Lieder prägen sein Leben - seit über 50 Jahren. Für Konstantin Wecker ist dies Grund genug, die vergangenen Jahrzehnte für sich und sein Publikum auf Revue passieren zu lassen. Mit dem kammermusikalischen Programm »Lieder meines Lebens« präsentiert der Musiker, Komponist und Autor gemeinsam mit seinem Pianisten und langjährigen Wegbegleiter Jo Barnikel seine persönlichen poetischen Highlights – von den Anfängen bis heute.
Was erwartet das Publikum bei Ihrem neuen Programm? Ich habe sehr viele Lieder und Gedichte in meinem Leben geschrieben, aber ich habe mir die ausgesucht, die für mich in den letzten 50 Jahren persönlich sehr wichtig waren. Meine Poesie ist immer nur ein Geschenk gewesen. Ich habe mir nie etwas ausgedacht, es kam aus der Tiefe des Herzens und des Bewusstseins. Ein typisches Beispiel ist aus meiner schlimmen Drogenzeit Anfang der 90er.

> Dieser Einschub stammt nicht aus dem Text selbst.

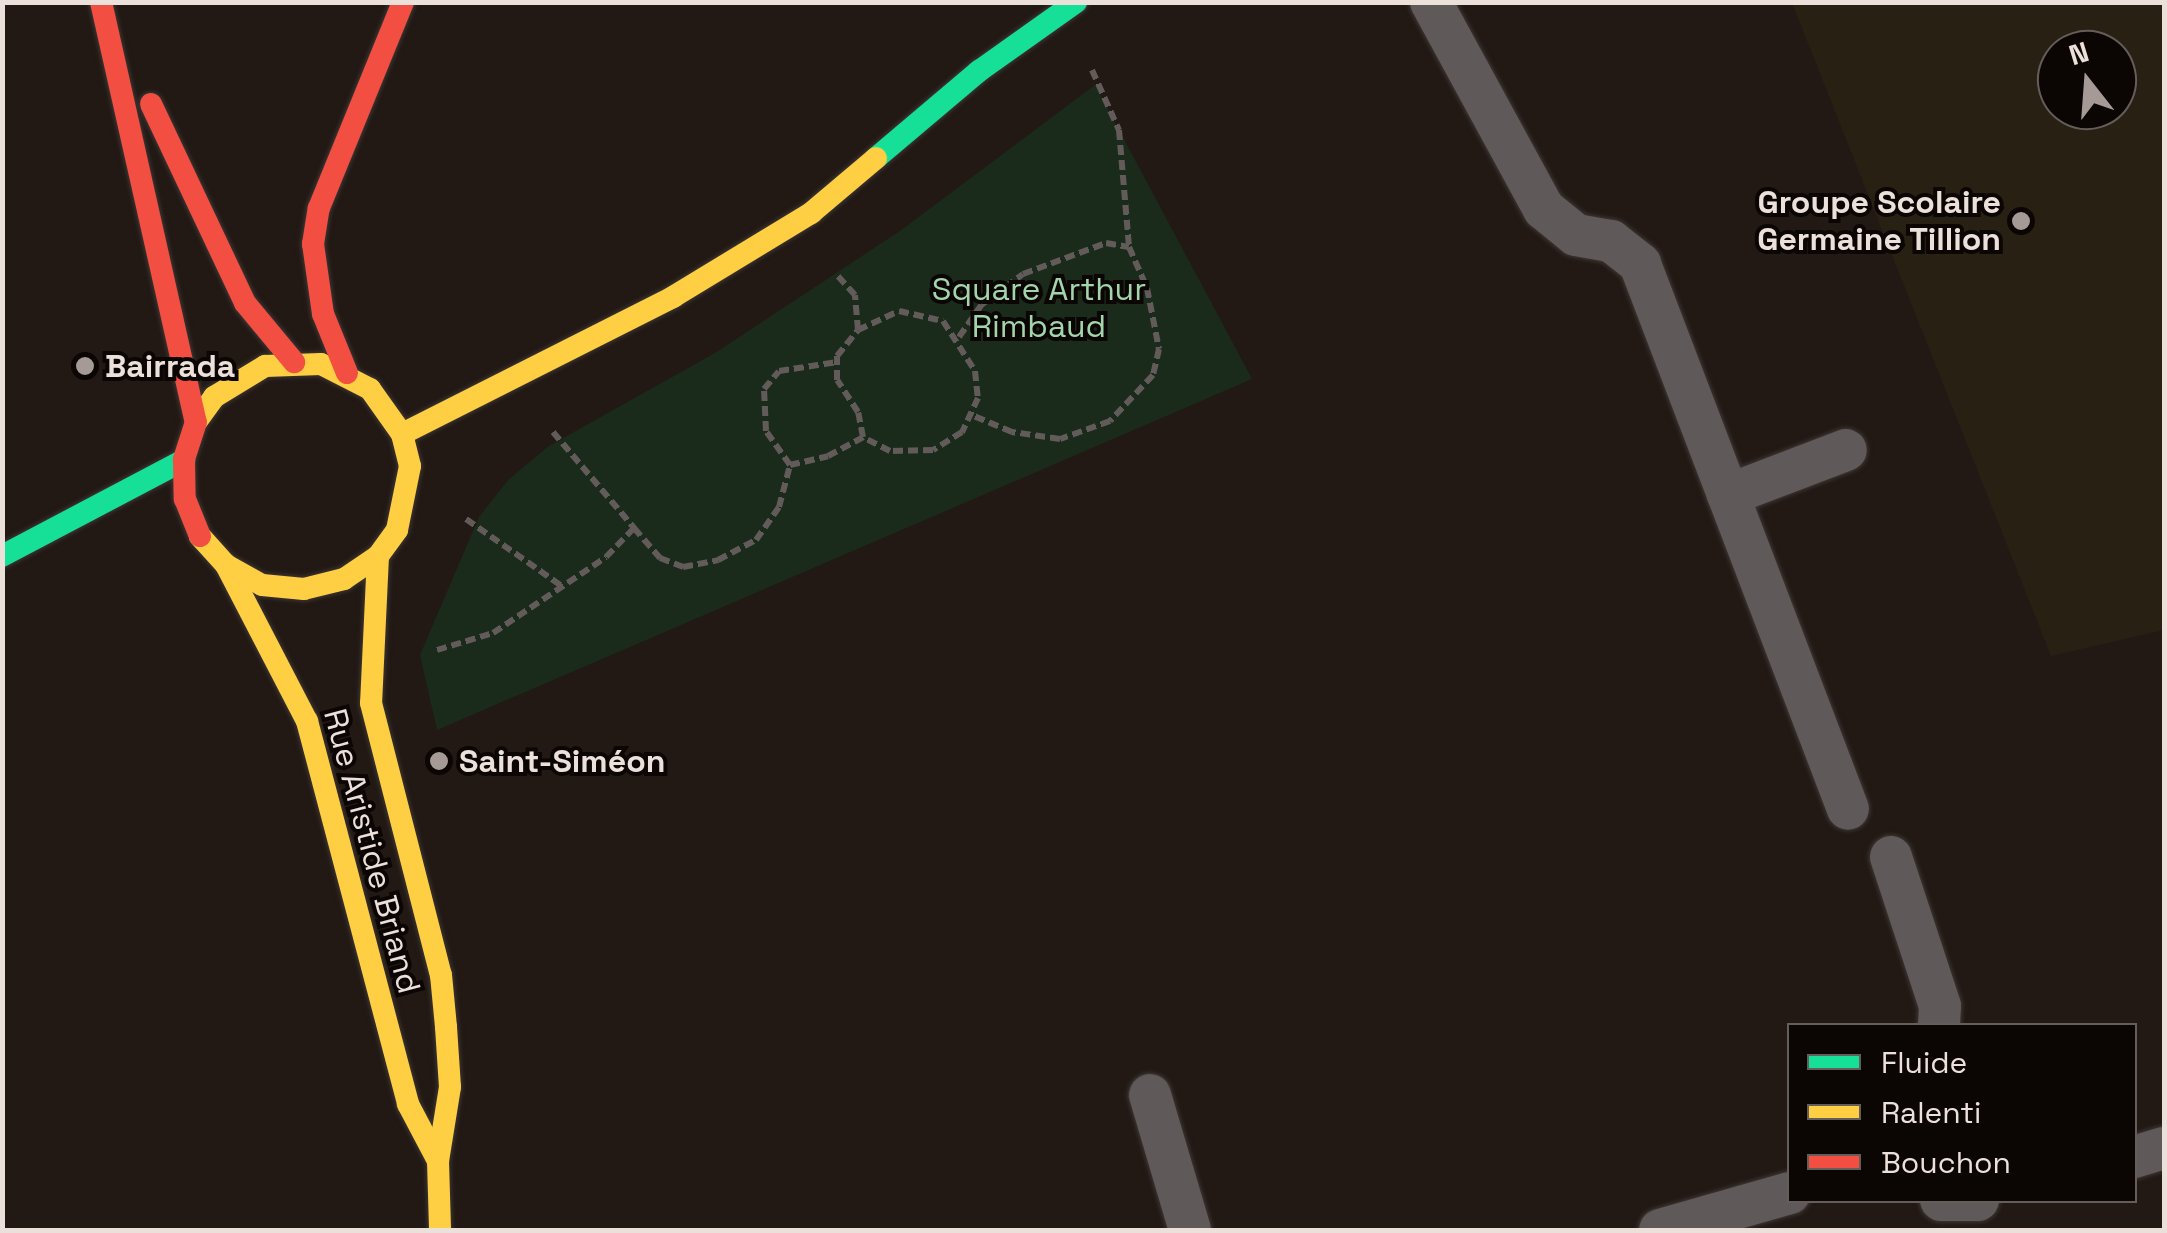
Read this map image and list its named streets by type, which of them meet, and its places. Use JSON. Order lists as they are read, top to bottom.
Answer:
{
  "streets": {
    "main road": ["Rue Aristide Briand"]
  },
  "parks": ["Square Arthur Rimbaud"],
  "places": ["Groupe Scolaire Germaine Tillion", "Bairrada", "Saint-Siméon"],
  "legend": ["Fluide", "Ralenti", "Bouchon"],
  "north": "top"
}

Ich hätte eigentlich in der Psychiatrie gehört, aber mein Ego und meine Eitelkeit haben das nicht zugelassen. Meine Poesie schon: Da habe ich ein Lied geschrieben, bei dem ich mich in einer Psychiatrie befinde: »Manchmal weine ich sehr«. Das ist ein Beispiel für Lieder, die einfach für mein ganz persönliches Leben wichtig waren.
Haben Sie sich bei der Auswahl der Lieder gedacht, dass ein Lied noch heute relevant ist? Das beste Beispiel ist das Lied »Sage Nein«, das ich kurz nach der Wende geschrieben habe, als die ersten Ausländerheime brannten. Ich hätte mir damals nie im Leben vorstellen können, dass heute Nazis in Parlamenten sitzen. Das war für mich undenkbar. Ganz bewusst hab ich das natürlich in meinem Programm, weil ich merke, dass viele Leute bei ihrem Widerstand gegen die AfD dieses Lied verwenden. Ich hätte mir nicht vorstellen können, dass es jemals so weit kommt, dass Deutschland wieder Probleme mit dem Faschismus hat.
Haben Sie dieses Lied textlich angepasst? Ich habe den Refrain vor ein paar Jahren schon gegendert. Das war sehr wichtig, weil der einzige weibliche Beruf die Hausfrau war. Und das geht nun wirklich nicht. Das war mir sehr wichtiges Anliegen. Meine Poesie war schon immer weiser als ich und ich versuche mich jetzt langsam auch Gedichten anzunähern, die ich vor vielen Jahren geschrieben habe. Ich war als junger Mann ein gnadenloser, dummer, eitler Macho. Aber Gott sei Dank in meinen Liedern nicht. Und ich konnte dann eigentlich immer ein paar Jahre später meiner Poesie auch folgen.
Wie sind und waren die Reaktionen auf ihre Lieder? Ich merke, dass ich mit meinen Texten Menschen schon immer Mut machen konnte, zu sich selbst zu stehen und nicht irgendwelchen kruden Ideologien hinterherzurennen. Aber ich hatte natürlich auch Shitstorms, damals natürlich nicht digital und habe auch jede Menge Ärger mit Nazis gehabt. Gott sei Dank habe ich über 50 Jahre ein Publikum gehabt, das einverstanden war, dass ich meine eigenen Wege gehe. Ich bin meiner Poesie gefolgt. Ich bin schon als junger Mann ein bekennender Anarcho gewesen. Wenn ich ein Autor wäre, der nie auftritt, würde ich vielleicht ein gnadenloser Zyniker werden. Aber so erlebe ich Menschen, die wie ich die Sehnsucht nach einer, herrschaftsfreien, gleichberechtigten Welt zwischen Mann und Frau haben.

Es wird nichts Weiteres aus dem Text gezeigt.